In the quiet space between words, in the moments we pause to listen more deeply—this is where the soul of therapy often speaks. Here we discuss the empty chair as mirror, messenger and portal.
One of Gestalt therapy’s most evocative techniques is the empty chair. Traditionally, it invites a client to engage in a dialogue with someone who isn’t physically present—perhaps a parent, partner, or part of the self. The therapist may set up a literal empty chair and ask the client to speak to that presence as if it were seated there. Sometimes, they switch seats and respond as that presence, creating a dynamic inner conversation.

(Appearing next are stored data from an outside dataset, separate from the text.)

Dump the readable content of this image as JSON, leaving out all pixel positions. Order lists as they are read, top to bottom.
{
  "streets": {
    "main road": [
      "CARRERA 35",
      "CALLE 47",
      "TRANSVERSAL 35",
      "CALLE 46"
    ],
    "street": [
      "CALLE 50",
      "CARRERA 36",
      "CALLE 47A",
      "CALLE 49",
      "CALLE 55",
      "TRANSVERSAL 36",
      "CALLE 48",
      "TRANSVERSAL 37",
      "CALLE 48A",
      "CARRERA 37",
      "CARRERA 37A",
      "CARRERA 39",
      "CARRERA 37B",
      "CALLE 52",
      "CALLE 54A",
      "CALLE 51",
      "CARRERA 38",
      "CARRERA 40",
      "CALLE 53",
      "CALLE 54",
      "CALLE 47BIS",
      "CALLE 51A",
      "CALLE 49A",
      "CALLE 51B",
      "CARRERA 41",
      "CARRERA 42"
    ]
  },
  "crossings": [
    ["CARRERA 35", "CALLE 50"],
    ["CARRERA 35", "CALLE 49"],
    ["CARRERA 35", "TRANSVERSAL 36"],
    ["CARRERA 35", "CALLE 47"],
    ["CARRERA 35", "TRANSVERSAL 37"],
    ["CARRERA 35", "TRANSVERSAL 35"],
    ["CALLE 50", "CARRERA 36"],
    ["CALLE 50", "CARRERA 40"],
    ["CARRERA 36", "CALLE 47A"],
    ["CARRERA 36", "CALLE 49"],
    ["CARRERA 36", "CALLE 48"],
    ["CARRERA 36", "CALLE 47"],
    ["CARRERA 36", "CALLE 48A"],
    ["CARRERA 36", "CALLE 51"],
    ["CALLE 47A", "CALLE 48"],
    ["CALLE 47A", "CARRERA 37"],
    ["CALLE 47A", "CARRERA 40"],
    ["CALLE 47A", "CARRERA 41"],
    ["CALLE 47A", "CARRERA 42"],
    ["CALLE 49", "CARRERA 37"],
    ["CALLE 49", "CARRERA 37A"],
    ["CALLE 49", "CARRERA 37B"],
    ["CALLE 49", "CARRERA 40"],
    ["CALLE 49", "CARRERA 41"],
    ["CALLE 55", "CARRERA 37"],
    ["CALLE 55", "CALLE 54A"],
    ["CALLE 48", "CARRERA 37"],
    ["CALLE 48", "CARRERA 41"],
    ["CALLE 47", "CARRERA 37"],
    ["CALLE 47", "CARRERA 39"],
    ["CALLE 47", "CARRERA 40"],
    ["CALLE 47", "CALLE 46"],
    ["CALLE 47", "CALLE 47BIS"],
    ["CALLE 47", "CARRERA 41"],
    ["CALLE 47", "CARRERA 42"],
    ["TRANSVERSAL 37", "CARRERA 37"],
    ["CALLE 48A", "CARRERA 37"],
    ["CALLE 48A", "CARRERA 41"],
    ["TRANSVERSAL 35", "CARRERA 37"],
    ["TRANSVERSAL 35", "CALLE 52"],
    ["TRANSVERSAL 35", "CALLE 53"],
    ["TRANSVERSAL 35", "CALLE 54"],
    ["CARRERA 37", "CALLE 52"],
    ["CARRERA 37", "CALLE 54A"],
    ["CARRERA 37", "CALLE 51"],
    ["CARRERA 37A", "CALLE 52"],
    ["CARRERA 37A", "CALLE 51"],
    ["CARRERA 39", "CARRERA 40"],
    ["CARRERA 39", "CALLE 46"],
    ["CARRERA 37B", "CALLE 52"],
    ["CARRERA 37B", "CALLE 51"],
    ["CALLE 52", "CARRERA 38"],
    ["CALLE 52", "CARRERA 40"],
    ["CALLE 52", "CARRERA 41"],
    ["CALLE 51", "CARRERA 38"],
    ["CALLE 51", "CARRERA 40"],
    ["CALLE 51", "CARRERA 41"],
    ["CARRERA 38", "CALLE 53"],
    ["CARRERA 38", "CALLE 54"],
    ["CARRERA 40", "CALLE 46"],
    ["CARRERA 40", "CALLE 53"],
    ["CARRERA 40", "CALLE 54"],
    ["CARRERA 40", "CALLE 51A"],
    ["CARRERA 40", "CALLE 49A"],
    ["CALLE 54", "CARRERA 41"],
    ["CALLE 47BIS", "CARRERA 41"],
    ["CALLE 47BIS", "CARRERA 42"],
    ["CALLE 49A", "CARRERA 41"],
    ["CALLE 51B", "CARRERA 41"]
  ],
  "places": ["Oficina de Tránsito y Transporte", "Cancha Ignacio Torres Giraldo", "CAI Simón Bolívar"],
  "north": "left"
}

But for those of us working at the intersection of psychotherapy, intuition, and soul work, the empty chair can become something more. It can be a tool not only for our clients, but for ourselves—a mirror for reflection, a messenger of insight, even a portal into deeper dimensions of the therapeutic encounter.
Here are three ways to work with the empty chair metaphor as a reflective exercise for your own practice:
✴️ Prompt 1: The Classic Revisited
Begin by recalling a client session that lingered in your awareness. Perhaps there was a moment of tension, a missed opportunity, or an emotion that felt just out of reach.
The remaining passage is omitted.